E’ chiaro come la violazione dell’art. 11 sia stata reiterata in tutti questi casi, e ancor più gravemente proprio nel conflitto russo-ucraino, sulle cui ragioni c’è stata, ma c’è tuttora, una violenta mistificazione dei fatti e del corso storico sia da parte dei Governi occidentali legati ai circoli americani del Deep State, che vedono nella Russia il nemico di sempre, sia da parte dei mass-media ad esso affiliati.

Del resto il Governo italiano non si è limitato a condannare l’Operazione Militare Speciale della Russia o a sostenere alcune sanzioni economiche decise dall’Occidente collettivo, ma ha fornito armi, equipaggiamenti e formazione militare, stipulando con Kiev perfino un accordo intergovernativo nel settore della Difesa impegnandosi a sostenere lo sforzo bellico dell’Ucraina fintanto che lo si ritenga necessario.

Purtroppo, molto spesso in occasione di crisi o controversie internazionali, le potenze europee, fedeli alla loro tradizione di dominatori coloniali, ritengono ancora che la via più facile per ottenere il risultato voluto non sia il negoziato, strumento spesso artificioso e avviluppato in incomprensibili ambagi, bensì il ricorso all’uso delle armi.

E il momento storico che stiamo attraversando ci offre proprio la prova di questa tendenza.

La diplomazia oggi soffre di “afasia”, non riesce a comunicare, né a veicolare il suo messaggio, e la preferenza è, naturalmente, per il metodo militare.

L’obiettivo primario del resto di questo processo di destabilizzazione avviato dall’Occidente è infliggere una sconfitta strategica a Mosca.

La Russia è percepita, infatti, come un ostacolo all’espandersi degli interessi legati al liberismo economico-finanziario dell’Occidente, e da parte di certi circoli di potere si tenta di indebolirne il ruolo, vuoi economicamente, vuoi avventurandosi in progetti finalizzati alla sua disgregazione.

Ma questo è un obiettivo che non ritengo assolutamente conseguibile alla luce delle nuove dinamiche multipolari che stanno plasmando la prossima configurazione della Comunità internazionale.
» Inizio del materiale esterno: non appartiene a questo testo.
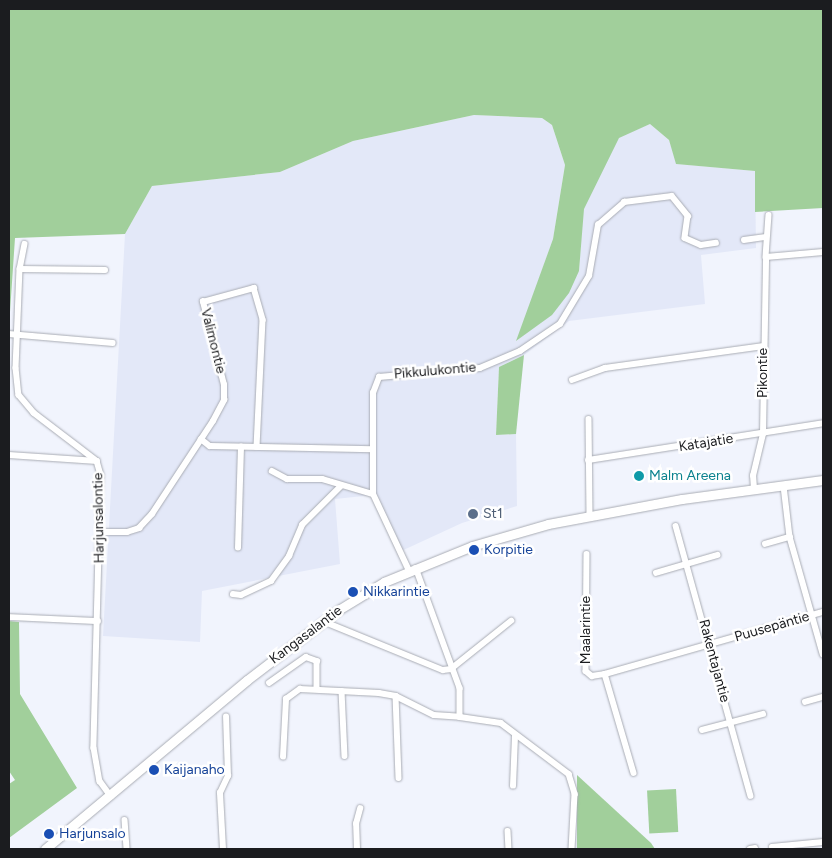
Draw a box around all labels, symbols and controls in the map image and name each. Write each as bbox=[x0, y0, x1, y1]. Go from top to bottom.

Una realtà di cui proprio la Russia si sta facendo attivo interprete e protagonista.

3) Lo stesso articolo 11 consente, in condizioni di parità con gli altri Stati, alle limitazioni di sovranità necessarie ad un ordinamento che assicuri la pace e la giustizia fra le Nazioni; promuove e favorisce le organizzazioni internazionali rivolte a tale scopo.
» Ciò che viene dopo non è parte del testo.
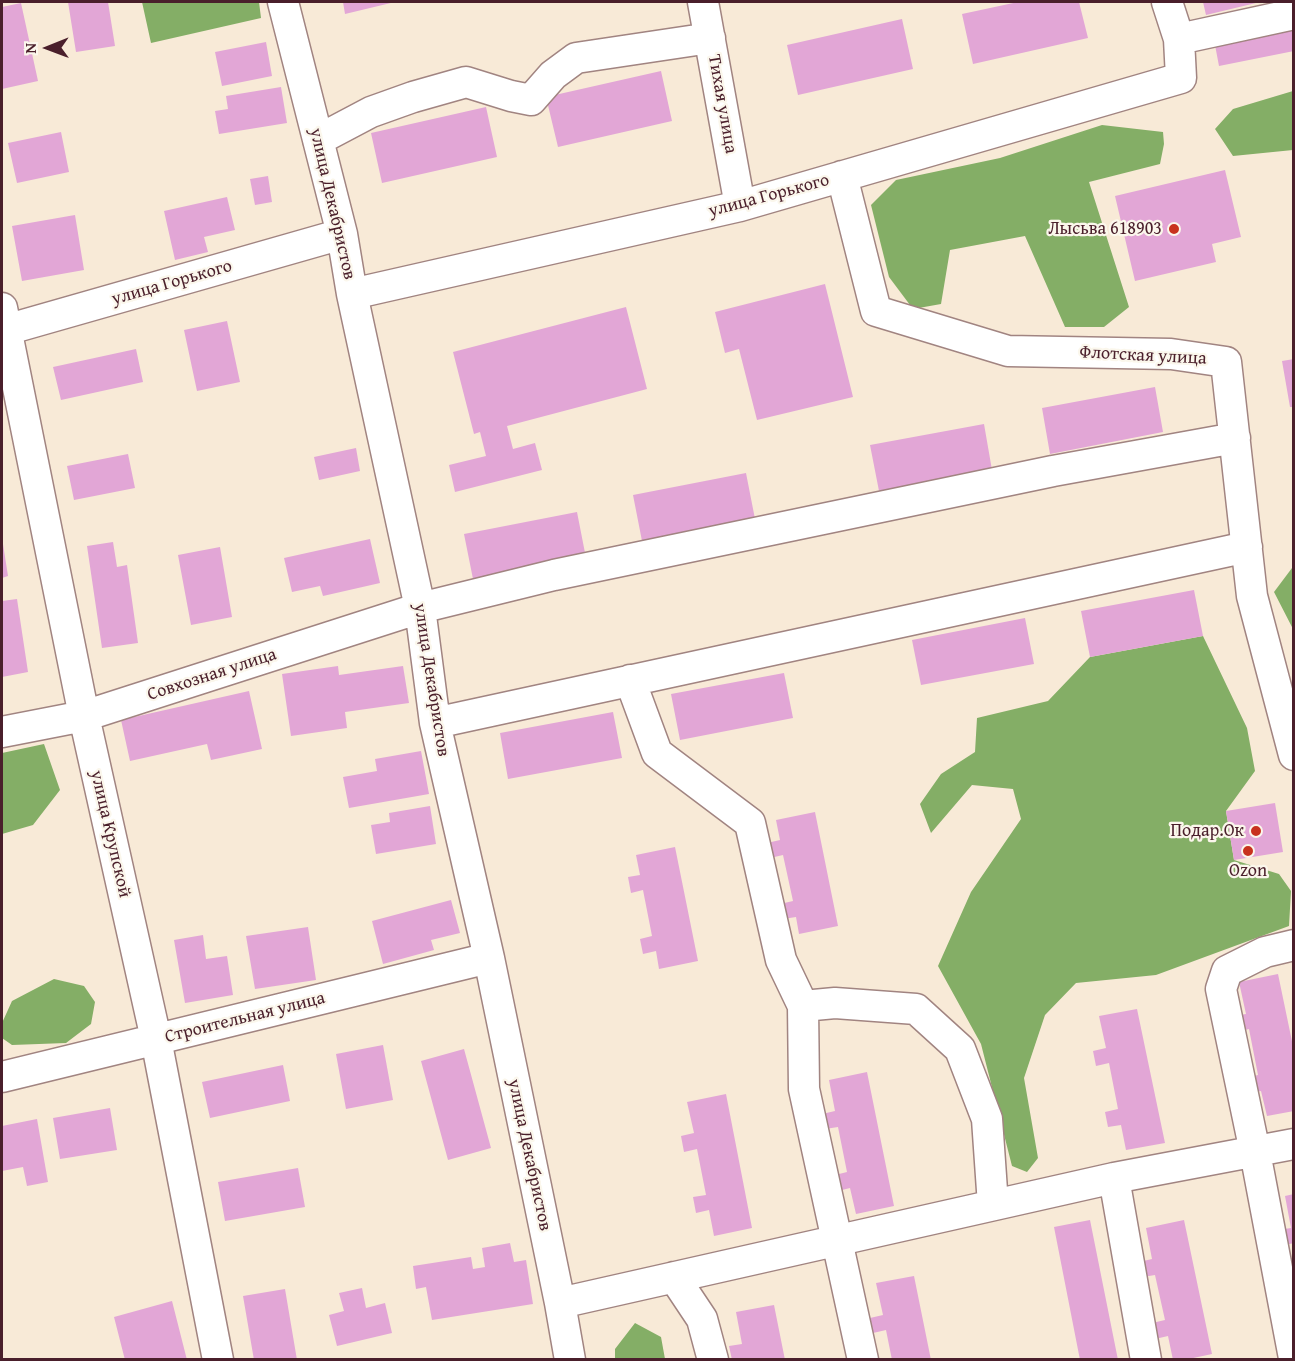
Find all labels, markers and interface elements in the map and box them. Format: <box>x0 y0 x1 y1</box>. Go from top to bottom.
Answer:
north arrow <box>18 18 78 78</box>
text: N <box>18 43 42 54</box>
street label: Тихая улица <box>703 53 741 155</box>
street label: улица Декабристов <box>304 126 360 282</box>
street label: улица Горького <box>706 170 832 222</box>
place label: Лысьва 618903 <box>1048 218 1162 240</box>
marker: Лысьва 618903 <box>1167 222 1181 236</box>
street label: улица Горького <box>109 256 235 310</box>
street label: Флотская улица <box>1079 342 1207 370</box>
street label: улица Декабристов <box>408 602 454 758</box>
street label: Совхозная улица <box>145 644 279 706</box>
street label: улица Крупской <box>85 768 135 900</box>
place label: Подар.Ок <box>1170 820 1244 842</box>
marker: Подар.Ок <box>1249 824 1263 838</box>
marker: Ozon <box>1241 844 1255 858</box>
place label: Ozon <box>1229 860 1267 882</box>
street label: Строительная улица <box>163 988 327 1048</box>
street label: улица Декабристов <box>502 1077 556 1233</box>

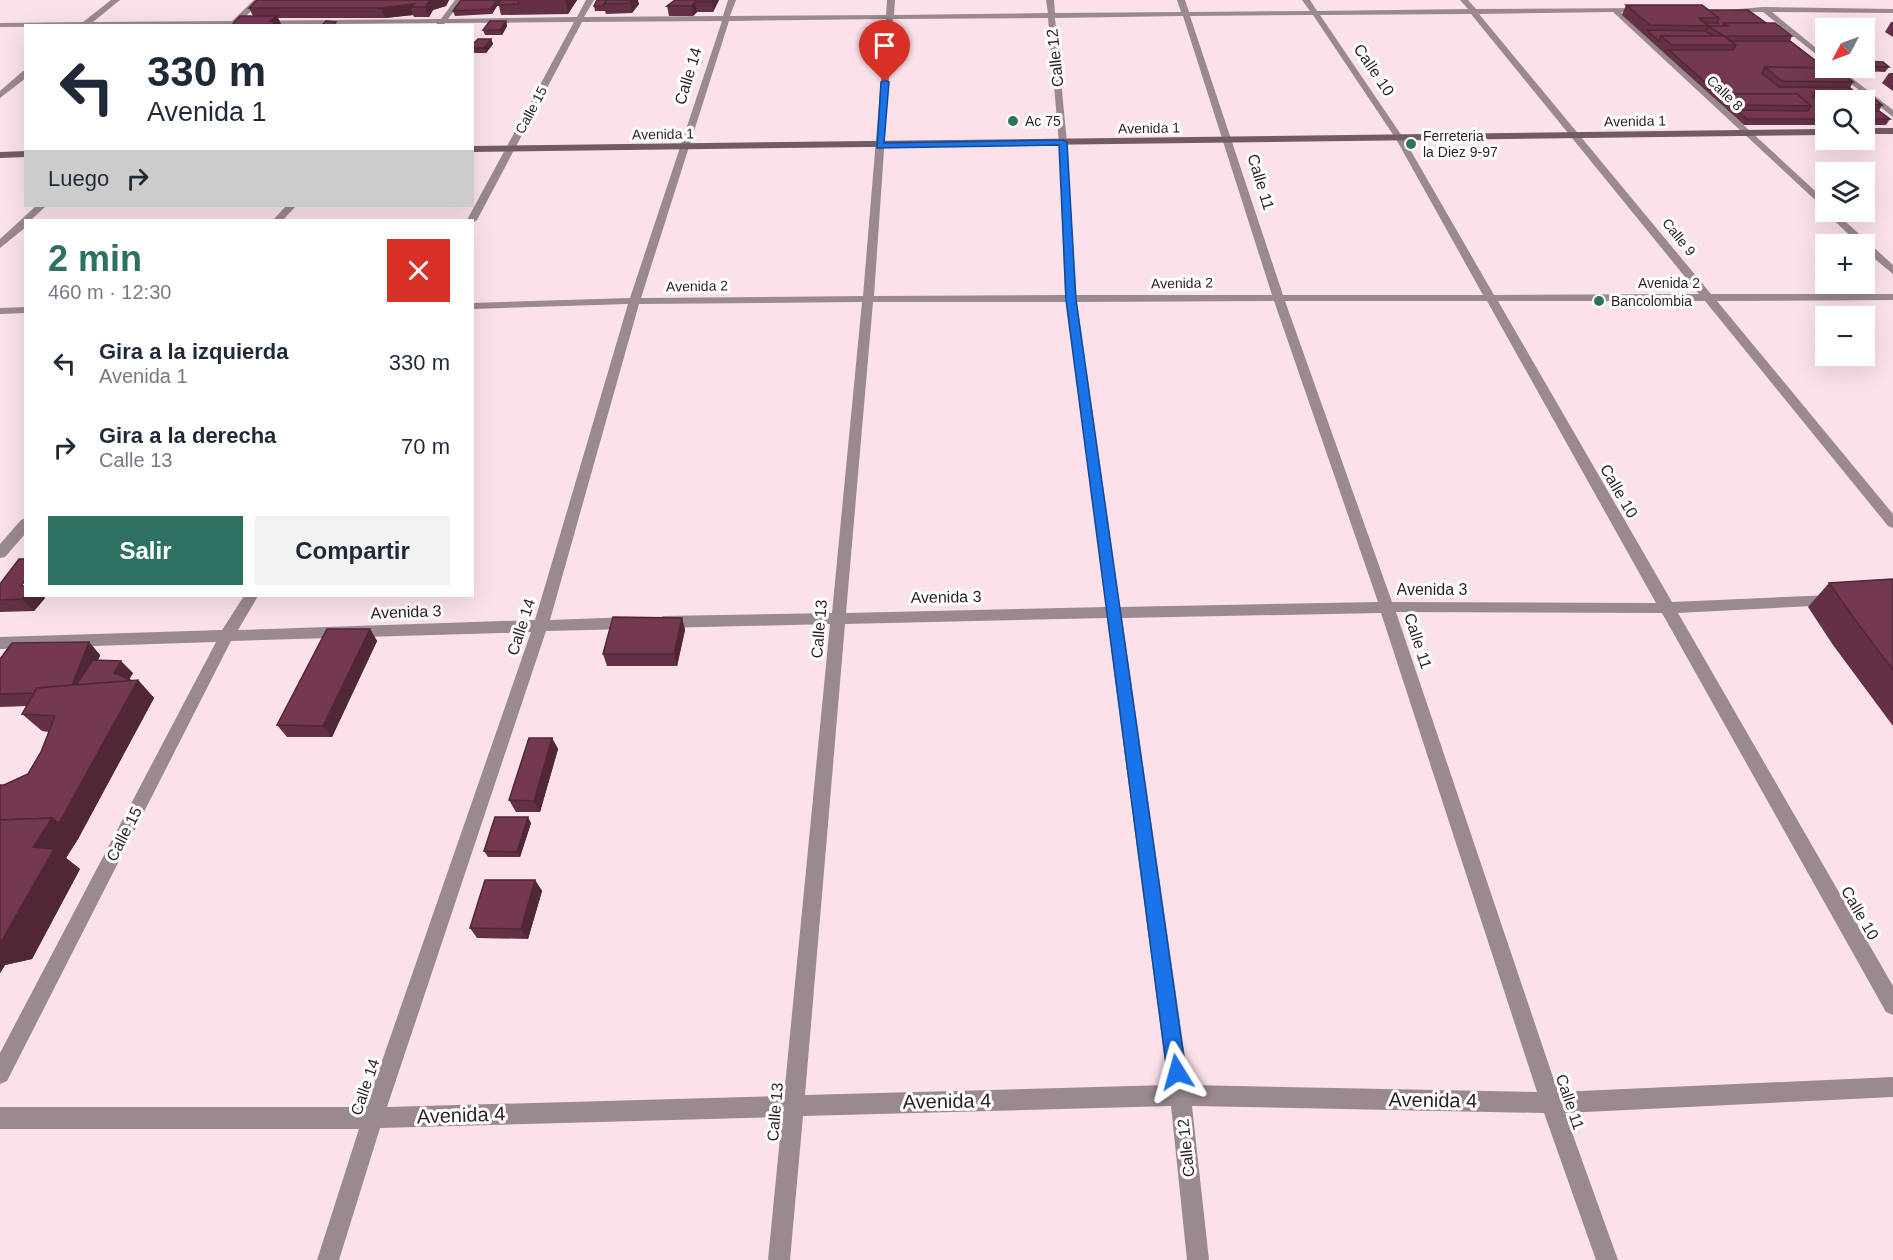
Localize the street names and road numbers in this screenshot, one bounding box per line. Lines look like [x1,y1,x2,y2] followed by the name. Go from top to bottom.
[1043,28,1067,88] street label: Calle 12
[1351,41,1398,99] street label: Calle 10
[671,45,705,107] street label: Calle 14
[1704,72,1746,114] street label: Calle 8
[512,83,550,136] street label: Calle 15
[1604,112,1666,130] street label: Avenida 1
[1118,119,1180,137] street label: Avenida 1
[632,125,694,143] street label: Avenida 1
[1244,152,1278,212] street label: Calle 11
[1659,215,1699,259] street label: Calle 9
[1151,274,1213,292] street label: Avenida 2
[1638,275,1700,291] street label: Avenida 2
[666,277,728,295] street label: Avenida 2
[1597,461,1641,521] street label: Calle 10
[1397,581,1468,598] street label: Avenida 3
[910,588,982,606] street label: Avenida 3
[504,596,538,658] street label: Calle 14
[808,599,830,659] street label: Calle 13
[370,602,442,622] street label: Avenida 3
[1401,611,1435,671] street label: Calle 11
[103,804,145,864] street label: Calle 15
[1838,883,1882,943] street label: Calle 10
[347,1056,383,1118] street label: Calle 14
[1553,1072,1587,1132] street label: Calle 11
[764,1082,786,1142] street label: Calle 13
[1389,1088,1477,1112] street label: Avenida 4
[903,1089,991,1113] street label: Avenida 4
[416,1102,506,1128] street label: Avenida 4
[1174,1118,1198,1178] street label: Calle 12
La lettura di questa seconda parte dell'art.11 induce a chiedersi di quali "condizioni di parità" si tratti, di come si misuri la condizione di parità e ad opera di chi. Lei, cosa ne pensa?

C'è anche l'elemento grave di cessione della sovranità, in cambio dell'assicurazione di "pace e giustizia fra le nazioni".

Sulla cessione di sovranità non ci sono dubbi, mentre sulla garanzia in contropartita, i dubbi abbondano... Qual è la sua visione anche alla luce della sua importante esperienza come ambasciatore?

Il tema delle limitazioni di sovranità cui Lei accenna e di cui si parla sempre all’art. 11 della Costituzione, è un aspetto molto rilevante proprio ai fini di comprendere lo stesso ambito operativo in cui dovrebbe trovare applicazione il principio del ripudio della guerra.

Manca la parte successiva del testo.